Preserving Digital History: What We Can Do Today to Help Tomorrow’s Historians

The Future of Our Digital Past

f only robust, reliable storage were enough to ensure that our documents and other digital objects would be available and readable many years from now. As the Arts and Humanities Data Service at the University of Essex warns, “Backup is not preservation…in contrast to backup, a preservation version of the data is designed to mitigate the effects of rapid technology change that might otherwise make the data unusable within a few years.”32 Technological change has indeed become a troubling constant in our world, and one that greatly erodes the reliability and durability of the data and documents on which we rely as both historians and modern human beings. It is already difficult to open WordStar documents from the 1980s or even many WordPerfect documents from the 1990s. Such continual change poses the greatest challenge to the preservation of digital records for posterity, and although much work has been done on this subject, we cannot currently offer solace that all of the issues have been solved.

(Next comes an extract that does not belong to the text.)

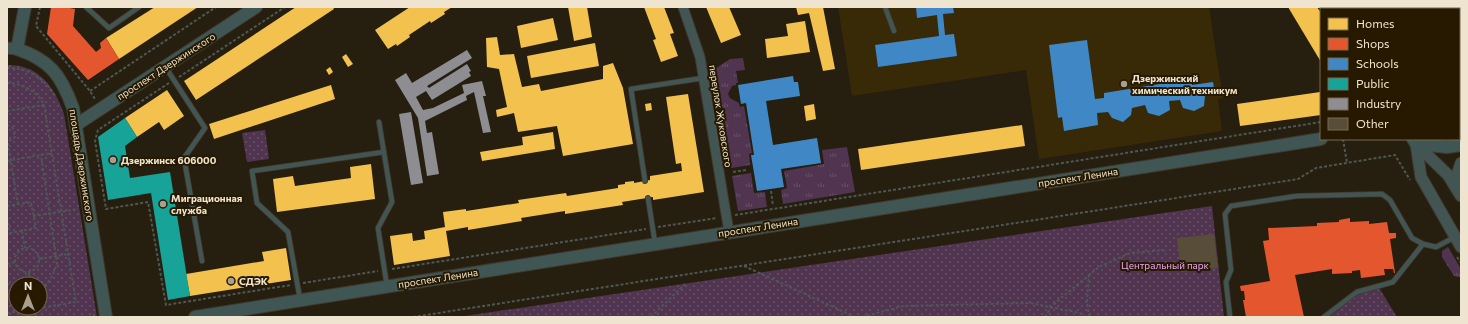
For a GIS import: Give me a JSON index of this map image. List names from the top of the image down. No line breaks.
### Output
{"streets":{"main road":["проспект Дзержинского","площадь Дзержинского","проспект Ленина"],"street":["переулок Жуковского"]},"crossings":[["проспект Дзержинского","площадь Дзержинского"],["переулок Жуковского","проспект Ленина"]],"parks":["Центральный парк"],"places":["Дзержинский химический техникум","Дзержинск 606000","Миграционная служба","СДЭК"],"legend":["Homes","Shops","Schools","Public","Industry","Other"],"north":"top"}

Although almost every commentator waxes eloquent about the new forms of access to historical documents opened up by digitization, most view digitization’s benefits for preserving the past skeptically. “The digital landscape looks bleak for preservation purposes,” concludes Paula De Stefano, the head of the Preservation Department at New York University. “So far,” agrees Abby Smith of the Council on Library and Information Resources, “digital resources are at their best when facilitating access to information and weakest when assigned the traditional library responsibility of preservation.” We very well may face a future in which it is hard to retrieve large segments of the past.33

As we saw in Chapter 3, one reason that, in Smith’s words, “digitization is not preservation” stems from the loss of information that comes in the move from analog to digital format. Digital copies can never be perfect copies—or at least not yet. Still, improved technology is making it easier to come closer to perfection, and recently the influential Association of Research Libraries (ARL, a coalition of major North American institutions) has acknowledged that digitization, though imperfect, presents some very real advantages as a preservation method. The main problem facing digitization as a preservation medium is that we have not yet figured out how to preserve digital objects—even cutting-edge programs like DSpace and Fedora are closer to repositories than true archives, which by definition ensure that valued objects are available in perpetuity (though these programs may certainly may grow into this role with further improvement). If digital objects are truly and irreparably impermanent, we are not saving anything by moving from a fading analog map to digital bits that may not be readable in twenty years because of hardware and software changes.34

On the other hand, as the recent ARL position on digitization shows, librarians and archivists are growing more optimistic about making digital forms more permanent. Several national and international initiatives are currently formulating a digital preservation architecture that will facilitate digital libraries and archives and confront many of the anxieties about obsolescence and nonstandardization. And despite these anxieties, digitization sometimes offers the best (albeit not the perfect) preservation approach. The “purist” strategy for preserving the 10,000 deteriorating reels of taped oral history interviews held by the Marine Corps would require duplicating all the tapes. Instead, the Marines are putting the interviews on CDs and allowing the analog tapes to decay. Samuel Brylawski, the head of the Library of Congress Recorded Sound Section, quotes the assertion that “no one can prove any digital version will survive and be accessible beyond a few decades,” but then adds that “in the case of audio preservation É there is no proven analog preservation practice” and concludes that “digital preservation is here to stay.”35

Digitization is not yet the preservation silver bullet, but it can still extend the “preservation tool kit,” as preservationists Anne R. Kenney and Paul Conway explain. The most obvious value is in creating digital surrogates that can be provided to users as an alternative to allowing more wear and tear on the originals. You no longer need to consult the original Beowulf manuscript in the British Library because you can more easily access a digital copy, which also happens to reveal more of the text. After the Chicago Historical Society finishes digitizing its 55,000 glass plate negatives from the Chicago Daily News photo morgue, it intends to retire the originals from use, “thus ensuring their longevity.”36

But what about the longevity of the digital copies, or of digital materials in general? Caroline R. Arms of the Library of Congress’s Office of Strategic Initiatives has summarized the five general avenues the library and others in the long-term preservation business are exploring to ensure the continuity of such valuable and growing collections of digital materials. The first two avenues have to do with solving problems related to the storage of digital files; the last three have to do with the more difficult matter of being able to understand and read those files in the distant future. The first avenue is “better media,” or the search for media formats that will last longer and be more reliable throughout their lifetimes than existing media. The second approach is what Arms terms “refreshing bits” and is the process both of constantly backing up data onto storage media as well as transferring it to new computers over time, all the while making sure that no corruption of files has occurred.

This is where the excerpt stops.